Almost every week I come up with a new recipe hoping that one will eventually become so closely associated with me that it takes on my own name but no luck thus far. There is no Meatloaf Hutcheson or Scott Bars as of yet but I’m still trying. This week I thought I might be on to something; but as I was developing my recipe I had this lingering feeling that something very similar was already associated with someone else. Then it dawned on me. So this week’s recipe is formally called Lemon Pound Cake with Sweet Tea Glaze but I’m sure it will end being known as Arnold Palmer Cake. Oh well, back to the drawing board.

Lemon Pound Cake with Sweet Tea Glaze (aka Arnold Palmer Cake)

  • 1-1/2 cups all-purpose flour

  • 1 teaspoon baking powder

  • 1/2 teaspoon salt

  • 2 sticks unsalted butter, softened

  • 1 cup sugar

  • 2 teaspoons vanilla

  • Zest of one lemon

  • 1/4 lemon juice

  • 4 eggs

Sweet Tea Glaze

  • 1 cup brewed tea, extra strong

  • 1 tablespoon butter

  • 1-1/4 cups confectioner’s sugar

Preheat the oven to 350 degrees. Butter a loaf pan and line it with parchment paper. In a medium bowl, combine the flour, baking powder, and salt. In a mixer cream the butter then add 1 cup of the sugar and continue mixing. Add the vanilla, lemon zest, juice, and eggs and mix until combined. Add the dry ingredients and mix just until smooth. Pour into the lined pan and bake for 60 minutes or until an inserted knife comes out clean. 

While the cake is baking, place the cup of brewed tea in a sauce pan and bring it to boil until the tea is reduced to a quarter cup. Whisk in the butter then bring to room temperature. Whisk in the powdered sugar. 

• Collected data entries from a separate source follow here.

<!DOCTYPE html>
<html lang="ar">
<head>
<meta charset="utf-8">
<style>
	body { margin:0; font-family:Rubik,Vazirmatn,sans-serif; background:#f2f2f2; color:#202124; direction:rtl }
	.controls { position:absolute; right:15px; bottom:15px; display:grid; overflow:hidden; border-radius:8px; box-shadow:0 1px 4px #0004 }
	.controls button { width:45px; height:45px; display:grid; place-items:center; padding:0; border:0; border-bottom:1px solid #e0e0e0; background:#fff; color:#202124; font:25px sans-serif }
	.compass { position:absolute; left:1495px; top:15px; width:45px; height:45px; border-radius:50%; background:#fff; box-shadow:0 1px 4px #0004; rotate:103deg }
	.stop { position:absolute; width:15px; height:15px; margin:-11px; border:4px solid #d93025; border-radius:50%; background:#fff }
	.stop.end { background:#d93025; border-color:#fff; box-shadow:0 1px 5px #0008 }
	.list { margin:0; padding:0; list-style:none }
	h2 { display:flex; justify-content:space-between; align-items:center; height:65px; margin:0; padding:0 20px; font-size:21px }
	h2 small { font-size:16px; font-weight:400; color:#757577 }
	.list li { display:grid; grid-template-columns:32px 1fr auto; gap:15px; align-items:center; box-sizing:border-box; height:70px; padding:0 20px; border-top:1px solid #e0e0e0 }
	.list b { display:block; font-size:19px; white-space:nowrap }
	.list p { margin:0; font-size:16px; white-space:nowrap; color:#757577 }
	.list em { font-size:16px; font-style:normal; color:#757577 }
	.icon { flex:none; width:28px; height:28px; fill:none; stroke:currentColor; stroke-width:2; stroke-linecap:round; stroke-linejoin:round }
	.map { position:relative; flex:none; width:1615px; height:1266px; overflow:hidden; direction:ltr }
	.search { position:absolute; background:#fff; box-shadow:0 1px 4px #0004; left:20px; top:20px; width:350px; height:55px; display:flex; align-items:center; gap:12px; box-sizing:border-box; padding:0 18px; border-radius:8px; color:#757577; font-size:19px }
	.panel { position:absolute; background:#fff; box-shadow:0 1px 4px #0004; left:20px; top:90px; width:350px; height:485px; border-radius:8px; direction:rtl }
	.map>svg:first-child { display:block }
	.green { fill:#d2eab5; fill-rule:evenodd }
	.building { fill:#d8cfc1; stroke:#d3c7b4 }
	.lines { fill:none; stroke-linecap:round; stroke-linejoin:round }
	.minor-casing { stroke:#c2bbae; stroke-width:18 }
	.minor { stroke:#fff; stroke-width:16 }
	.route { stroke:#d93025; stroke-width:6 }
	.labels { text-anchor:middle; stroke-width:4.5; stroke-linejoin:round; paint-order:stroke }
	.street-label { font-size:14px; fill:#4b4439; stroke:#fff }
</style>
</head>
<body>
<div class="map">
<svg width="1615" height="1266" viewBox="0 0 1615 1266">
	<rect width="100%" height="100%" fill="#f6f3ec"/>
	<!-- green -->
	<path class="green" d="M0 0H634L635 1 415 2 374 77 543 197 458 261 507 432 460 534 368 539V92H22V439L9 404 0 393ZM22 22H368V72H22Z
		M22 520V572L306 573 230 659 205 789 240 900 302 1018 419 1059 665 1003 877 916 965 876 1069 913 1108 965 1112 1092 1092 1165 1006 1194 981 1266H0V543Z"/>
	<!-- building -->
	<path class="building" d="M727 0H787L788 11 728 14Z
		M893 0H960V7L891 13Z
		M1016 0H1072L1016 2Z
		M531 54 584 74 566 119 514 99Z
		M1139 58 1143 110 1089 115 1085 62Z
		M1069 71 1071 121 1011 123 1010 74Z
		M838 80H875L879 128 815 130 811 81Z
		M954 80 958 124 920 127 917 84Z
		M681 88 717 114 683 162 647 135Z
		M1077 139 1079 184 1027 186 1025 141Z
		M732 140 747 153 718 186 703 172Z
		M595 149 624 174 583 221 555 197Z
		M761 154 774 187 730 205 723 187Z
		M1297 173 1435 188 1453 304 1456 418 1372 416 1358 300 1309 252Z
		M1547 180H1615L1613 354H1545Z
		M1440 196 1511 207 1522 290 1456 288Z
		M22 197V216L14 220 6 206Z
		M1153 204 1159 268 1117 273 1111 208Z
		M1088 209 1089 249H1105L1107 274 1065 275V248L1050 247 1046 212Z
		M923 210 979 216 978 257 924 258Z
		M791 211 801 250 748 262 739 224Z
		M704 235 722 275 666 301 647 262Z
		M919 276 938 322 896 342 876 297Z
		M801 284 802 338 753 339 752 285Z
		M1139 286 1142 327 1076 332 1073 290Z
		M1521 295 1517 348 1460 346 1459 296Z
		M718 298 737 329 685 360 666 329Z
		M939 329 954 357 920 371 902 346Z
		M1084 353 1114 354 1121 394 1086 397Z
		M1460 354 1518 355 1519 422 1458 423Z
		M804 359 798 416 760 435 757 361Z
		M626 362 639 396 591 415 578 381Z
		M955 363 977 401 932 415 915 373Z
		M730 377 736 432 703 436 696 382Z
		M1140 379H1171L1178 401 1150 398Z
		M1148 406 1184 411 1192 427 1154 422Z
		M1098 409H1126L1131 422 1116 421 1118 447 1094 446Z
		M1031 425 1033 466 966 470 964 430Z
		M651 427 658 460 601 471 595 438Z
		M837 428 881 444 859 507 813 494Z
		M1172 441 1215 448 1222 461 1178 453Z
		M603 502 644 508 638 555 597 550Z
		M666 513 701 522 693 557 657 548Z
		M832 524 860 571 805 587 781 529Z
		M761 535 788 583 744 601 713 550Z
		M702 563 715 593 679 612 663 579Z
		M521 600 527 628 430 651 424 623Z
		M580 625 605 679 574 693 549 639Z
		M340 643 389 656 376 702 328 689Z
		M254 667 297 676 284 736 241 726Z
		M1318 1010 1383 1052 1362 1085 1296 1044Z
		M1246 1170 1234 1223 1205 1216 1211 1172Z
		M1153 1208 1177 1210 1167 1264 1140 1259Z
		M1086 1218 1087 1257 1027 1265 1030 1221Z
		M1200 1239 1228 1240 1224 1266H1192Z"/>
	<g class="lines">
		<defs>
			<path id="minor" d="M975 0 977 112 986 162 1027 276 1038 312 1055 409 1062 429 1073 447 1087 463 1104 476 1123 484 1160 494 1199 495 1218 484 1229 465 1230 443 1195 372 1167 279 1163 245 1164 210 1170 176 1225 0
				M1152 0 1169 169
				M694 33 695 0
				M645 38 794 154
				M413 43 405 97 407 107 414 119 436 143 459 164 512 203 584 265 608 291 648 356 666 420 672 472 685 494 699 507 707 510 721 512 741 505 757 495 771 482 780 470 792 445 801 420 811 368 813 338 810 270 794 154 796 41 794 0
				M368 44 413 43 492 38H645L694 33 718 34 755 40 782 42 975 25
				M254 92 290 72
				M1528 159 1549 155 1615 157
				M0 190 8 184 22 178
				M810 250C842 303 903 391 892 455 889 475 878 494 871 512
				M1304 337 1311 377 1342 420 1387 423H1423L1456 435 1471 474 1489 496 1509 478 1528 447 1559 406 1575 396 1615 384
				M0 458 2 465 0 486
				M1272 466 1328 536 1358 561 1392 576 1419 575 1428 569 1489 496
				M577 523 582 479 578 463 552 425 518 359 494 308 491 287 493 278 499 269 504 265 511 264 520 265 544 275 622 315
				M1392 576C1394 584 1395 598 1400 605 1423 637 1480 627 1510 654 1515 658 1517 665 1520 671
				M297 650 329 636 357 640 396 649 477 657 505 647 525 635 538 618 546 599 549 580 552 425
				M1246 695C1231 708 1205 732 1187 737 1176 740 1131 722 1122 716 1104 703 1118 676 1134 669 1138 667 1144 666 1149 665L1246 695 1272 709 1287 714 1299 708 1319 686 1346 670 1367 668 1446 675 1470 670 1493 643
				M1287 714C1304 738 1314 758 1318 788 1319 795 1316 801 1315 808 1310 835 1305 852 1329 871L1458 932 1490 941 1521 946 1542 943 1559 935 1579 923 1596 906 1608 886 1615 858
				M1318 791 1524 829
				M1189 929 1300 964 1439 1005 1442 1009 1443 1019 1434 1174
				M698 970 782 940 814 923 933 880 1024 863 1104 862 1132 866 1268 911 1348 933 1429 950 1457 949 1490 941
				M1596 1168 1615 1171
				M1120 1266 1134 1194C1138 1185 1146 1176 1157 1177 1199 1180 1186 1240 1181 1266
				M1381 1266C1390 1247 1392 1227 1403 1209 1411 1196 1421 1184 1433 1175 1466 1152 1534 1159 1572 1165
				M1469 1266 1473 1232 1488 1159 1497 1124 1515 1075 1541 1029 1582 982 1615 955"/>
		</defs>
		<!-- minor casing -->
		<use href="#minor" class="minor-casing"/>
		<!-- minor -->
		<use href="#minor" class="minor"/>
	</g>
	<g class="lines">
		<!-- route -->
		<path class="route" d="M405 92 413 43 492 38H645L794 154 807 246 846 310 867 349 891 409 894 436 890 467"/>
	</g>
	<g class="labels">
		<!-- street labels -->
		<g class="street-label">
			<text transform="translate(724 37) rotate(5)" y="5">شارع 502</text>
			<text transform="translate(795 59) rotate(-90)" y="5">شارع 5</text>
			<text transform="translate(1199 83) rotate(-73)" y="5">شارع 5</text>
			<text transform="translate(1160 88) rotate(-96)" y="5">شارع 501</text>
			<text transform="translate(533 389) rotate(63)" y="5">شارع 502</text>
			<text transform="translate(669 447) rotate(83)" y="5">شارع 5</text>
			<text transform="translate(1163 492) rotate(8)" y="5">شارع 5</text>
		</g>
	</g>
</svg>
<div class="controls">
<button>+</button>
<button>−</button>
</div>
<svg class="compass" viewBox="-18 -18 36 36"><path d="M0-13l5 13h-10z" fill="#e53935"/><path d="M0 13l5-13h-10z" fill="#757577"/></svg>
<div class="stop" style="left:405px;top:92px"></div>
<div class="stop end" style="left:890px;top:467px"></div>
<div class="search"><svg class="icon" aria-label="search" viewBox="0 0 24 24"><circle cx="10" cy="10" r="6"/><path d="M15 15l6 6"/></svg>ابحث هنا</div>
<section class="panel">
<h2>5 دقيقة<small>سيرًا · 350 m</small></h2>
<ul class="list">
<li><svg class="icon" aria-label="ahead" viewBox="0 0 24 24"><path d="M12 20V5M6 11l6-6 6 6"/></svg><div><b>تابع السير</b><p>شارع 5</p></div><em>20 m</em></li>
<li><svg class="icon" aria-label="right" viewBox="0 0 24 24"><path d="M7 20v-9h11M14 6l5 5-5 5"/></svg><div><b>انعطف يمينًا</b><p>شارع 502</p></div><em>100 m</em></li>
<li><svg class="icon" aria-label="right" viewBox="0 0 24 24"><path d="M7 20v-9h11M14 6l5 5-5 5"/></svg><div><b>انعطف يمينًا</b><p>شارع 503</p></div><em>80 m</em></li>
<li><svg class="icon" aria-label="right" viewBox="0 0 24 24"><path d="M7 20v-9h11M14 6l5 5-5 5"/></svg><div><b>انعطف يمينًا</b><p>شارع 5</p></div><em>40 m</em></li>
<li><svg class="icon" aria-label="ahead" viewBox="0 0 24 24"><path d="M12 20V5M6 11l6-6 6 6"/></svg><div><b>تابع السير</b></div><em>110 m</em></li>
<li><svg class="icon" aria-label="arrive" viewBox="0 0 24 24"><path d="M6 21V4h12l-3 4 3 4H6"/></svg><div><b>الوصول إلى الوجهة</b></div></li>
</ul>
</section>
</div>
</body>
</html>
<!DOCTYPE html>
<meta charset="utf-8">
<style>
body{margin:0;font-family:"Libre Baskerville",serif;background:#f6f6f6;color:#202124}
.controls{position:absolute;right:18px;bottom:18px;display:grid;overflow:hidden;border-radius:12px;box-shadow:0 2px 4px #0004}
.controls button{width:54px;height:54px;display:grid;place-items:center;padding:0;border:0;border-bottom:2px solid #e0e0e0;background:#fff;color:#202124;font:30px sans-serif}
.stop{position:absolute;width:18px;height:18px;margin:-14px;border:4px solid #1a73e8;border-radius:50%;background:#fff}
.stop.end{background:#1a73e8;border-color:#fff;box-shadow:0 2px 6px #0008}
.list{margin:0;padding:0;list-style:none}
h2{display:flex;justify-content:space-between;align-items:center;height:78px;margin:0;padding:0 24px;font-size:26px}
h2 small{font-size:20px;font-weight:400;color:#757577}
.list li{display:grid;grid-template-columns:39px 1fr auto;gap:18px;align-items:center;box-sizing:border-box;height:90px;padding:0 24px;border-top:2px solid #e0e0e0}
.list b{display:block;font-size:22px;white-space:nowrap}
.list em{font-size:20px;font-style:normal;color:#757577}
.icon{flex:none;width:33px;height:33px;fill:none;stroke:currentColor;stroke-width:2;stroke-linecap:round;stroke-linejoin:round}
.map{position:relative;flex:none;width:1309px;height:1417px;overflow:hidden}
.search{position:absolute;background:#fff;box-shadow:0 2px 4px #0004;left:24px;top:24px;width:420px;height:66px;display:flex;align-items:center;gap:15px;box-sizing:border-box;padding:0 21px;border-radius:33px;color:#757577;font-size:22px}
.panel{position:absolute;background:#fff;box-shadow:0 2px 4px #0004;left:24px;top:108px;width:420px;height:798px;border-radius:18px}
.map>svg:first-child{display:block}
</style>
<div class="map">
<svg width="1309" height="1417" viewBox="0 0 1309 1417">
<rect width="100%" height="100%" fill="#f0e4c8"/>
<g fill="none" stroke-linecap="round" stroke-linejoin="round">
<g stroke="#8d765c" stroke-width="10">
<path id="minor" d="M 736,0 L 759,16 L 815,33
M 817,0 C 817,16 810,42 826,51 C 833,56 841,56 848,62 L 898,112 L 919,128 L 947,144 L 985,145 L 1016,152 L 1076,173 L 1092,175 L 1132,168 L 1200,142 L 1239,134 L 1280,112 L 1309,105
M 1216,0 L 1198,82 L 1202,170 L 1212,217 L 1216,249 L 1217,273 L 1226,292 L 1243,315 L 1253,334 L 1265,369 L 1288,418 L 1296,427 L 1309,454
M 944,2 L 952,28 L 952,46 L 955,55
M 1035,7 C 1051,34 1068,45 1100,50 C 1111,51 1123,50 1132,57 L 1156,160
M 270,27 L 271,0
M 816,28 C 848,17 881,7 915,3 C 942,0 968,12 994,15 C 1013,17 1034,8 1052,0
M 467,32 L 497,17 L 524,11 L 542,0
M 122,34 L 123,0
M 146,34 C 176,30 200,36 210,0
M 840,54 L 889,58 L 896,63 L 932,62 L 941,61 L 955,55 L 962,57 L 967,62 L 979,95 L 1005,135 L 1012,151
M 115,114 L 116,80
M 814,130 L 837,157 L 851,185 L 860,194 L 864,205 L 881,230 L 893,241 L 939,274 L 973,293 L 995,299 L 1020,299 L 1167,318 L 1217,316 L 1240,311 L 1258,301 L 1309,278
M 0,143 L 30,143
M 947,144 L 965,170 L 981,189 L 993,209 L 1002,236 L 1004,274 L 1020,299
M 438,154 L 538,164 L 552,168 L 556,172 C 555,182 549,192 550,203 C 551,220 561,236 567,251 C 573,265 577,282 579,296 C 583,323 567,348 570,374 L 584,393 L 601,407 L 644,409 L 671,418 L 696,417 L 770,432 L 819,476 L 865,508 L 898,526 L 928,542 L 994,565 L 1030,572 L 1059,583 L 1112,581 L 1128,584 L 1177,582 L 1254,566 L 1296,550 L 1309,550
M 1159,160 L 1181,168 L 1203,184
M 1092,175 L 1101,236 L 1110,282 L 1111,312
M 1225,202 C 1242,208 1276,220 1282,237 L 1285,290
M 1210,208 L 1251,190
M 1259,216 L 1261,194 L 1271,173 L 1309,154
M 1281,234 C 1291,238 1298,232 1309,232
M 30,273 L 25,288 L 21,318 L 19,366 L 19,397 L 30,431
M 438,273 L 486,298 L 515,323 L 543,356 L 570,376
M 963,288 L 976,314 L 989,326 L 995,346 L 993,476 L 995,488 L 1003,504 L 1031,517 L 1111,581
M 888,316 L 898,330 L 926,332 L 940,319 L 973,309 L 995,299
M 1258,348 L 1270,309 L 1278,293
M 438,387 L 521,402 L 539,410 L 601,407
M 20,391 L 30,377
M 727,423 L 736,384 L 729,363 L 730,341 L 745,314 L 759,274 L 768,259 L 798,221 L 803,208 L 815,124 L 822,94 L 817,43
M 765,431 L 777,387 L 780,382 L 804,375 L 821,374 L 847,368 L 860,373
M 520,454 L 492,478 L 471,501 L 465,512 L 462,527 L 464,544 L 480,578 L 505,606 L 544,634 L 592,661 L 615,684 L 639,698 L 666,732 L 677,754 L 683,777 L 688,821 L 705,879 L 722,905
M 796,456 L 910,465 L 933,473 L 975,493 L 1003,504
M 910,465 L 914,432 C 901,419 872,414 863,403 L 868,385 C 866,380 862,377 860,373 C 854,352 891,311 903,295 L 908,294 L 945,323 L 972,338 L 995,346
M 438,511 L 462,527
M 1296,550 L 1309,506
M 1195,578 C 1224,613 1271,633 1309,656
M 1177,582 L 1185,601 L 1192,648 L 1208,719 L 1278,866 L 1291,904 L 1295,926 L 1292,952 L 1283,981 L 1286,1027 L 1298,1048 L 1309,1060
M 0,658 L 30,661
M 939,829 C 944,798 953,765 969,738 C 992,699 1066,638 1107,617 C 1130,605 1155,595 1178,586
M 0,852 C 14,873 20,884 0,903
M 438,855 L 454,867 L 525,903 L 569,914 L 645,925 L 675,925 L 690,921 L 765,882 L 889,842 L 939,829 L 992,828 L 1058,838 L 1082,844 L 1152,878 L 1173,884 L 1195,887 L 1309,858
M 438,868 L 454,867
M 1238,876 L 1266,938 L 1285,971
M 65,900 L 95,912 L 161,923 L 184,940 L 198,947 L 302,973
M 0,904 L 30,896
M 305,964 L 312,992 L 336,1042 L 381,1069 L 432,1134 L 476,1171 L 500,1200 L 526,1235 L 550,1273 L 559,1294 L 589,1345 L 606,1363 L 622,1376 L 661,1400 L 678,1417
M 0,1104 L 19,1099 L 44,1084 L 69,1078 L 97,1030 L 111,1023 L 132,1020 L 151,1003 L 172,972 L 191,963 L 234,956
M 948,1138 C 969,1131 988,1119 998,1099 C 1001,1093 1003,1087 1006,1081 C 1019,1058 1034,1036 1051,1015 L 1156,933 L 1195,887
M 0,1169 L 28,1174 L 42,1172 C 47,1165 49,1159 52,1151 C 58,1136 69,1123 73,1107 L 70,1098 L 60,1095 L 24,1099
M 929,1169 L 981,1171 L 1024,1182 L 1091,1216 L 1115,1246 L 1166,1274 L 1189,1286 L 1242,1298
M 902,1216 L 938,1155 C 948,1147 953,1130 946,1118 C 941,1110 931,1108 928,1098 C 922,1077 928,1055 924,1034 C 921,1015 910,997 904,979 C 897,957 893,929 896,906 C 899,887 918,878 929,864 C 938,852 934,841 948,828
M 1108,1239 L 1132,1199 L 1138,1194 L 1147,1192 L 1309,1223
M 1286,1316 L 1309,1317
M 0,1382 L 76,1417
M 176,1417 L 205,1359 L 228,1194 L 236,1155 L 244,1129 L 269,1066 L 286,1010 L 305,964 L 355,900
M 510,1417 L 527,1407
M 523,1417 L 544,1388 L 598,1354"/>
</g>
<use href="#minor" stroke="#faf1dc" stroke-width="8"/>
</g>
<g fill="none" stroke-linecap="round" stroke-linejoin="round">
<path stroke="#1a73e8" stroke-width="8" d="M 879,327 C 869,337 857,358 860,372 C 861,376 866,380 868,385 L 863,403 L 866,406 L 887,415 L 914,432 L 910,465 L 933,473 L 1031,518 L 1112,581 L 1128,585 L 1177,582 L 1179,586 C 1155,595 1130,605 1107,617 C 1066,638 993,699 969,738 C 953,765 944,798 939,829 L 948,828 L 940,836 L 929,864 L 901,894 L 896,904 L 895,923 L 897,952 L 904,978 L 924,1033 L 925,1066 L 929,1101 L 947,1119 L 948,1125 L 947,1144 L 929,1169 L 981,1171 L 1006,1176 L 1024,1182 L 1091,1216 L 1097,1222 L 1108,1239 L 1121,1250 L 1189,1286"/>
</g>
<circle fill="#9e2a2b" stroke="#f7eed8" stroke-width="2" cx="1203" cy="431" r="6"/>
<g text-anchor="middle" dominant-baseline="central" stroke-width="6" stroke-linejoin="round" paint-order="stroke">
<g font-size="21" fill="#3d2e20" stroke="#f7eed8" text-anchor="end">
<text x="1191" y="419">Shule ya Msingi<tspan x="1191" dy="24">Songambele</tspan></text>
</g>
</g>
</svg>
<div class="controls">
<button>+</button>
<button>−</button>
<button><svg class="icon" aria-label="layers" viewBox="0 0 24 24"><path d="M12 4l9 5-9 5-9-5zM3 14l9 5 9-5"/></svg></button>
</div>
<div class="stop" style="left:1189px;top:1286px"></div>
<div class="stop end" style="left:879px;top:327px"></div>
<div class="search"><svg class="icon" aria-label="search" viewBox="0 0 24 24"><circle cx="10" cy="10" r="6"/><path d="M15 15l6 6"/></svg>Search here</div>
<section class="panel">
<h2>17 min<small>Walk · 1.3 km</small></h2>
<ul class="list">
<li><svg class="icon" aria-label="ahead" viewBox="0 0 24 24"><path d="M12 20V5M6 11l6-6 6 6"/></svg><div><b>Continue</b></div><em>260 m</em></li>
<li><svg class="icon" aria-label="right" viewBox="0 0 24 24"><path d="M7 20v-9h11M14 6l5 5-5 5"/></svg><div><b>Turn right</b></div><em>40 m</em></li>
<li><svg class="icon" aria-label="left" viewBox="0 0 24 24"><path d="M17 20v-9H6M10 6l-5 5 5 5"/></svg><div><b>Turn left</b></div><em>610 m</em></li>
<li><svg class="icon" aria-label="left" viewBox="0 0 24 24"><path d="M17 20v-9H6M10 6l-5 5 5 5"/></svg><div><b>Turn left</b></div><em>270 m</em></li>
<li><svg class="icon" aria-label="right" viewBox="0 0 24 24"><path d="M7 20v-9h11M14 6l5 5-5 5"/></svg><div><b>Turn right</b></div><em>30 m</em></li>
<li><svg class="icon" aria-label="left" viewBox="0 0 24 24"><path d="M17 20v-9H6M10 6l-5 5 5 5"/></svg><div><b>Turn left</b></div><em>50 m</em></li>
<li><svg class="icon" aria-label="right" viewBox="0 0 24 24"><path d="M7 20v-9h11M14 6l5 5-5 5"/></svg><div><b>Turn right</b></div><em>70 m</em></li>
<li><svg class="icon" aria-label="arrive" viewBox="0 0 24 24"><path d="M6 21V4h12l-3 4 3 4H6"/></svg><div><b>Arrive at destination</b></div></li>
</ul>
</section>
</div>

When the cake is done, let it cool in the pan for about 15 minutes and then remove from the pan and set on a wire rack placed on a sheet pan. Pour half of the glaze on the cake, letting it drip down the sides. Once the glaze has soaked in, pour on the rest of the glaze. Slice and serve. The cake can be wrapped in plastic and refrigerated for up to a week.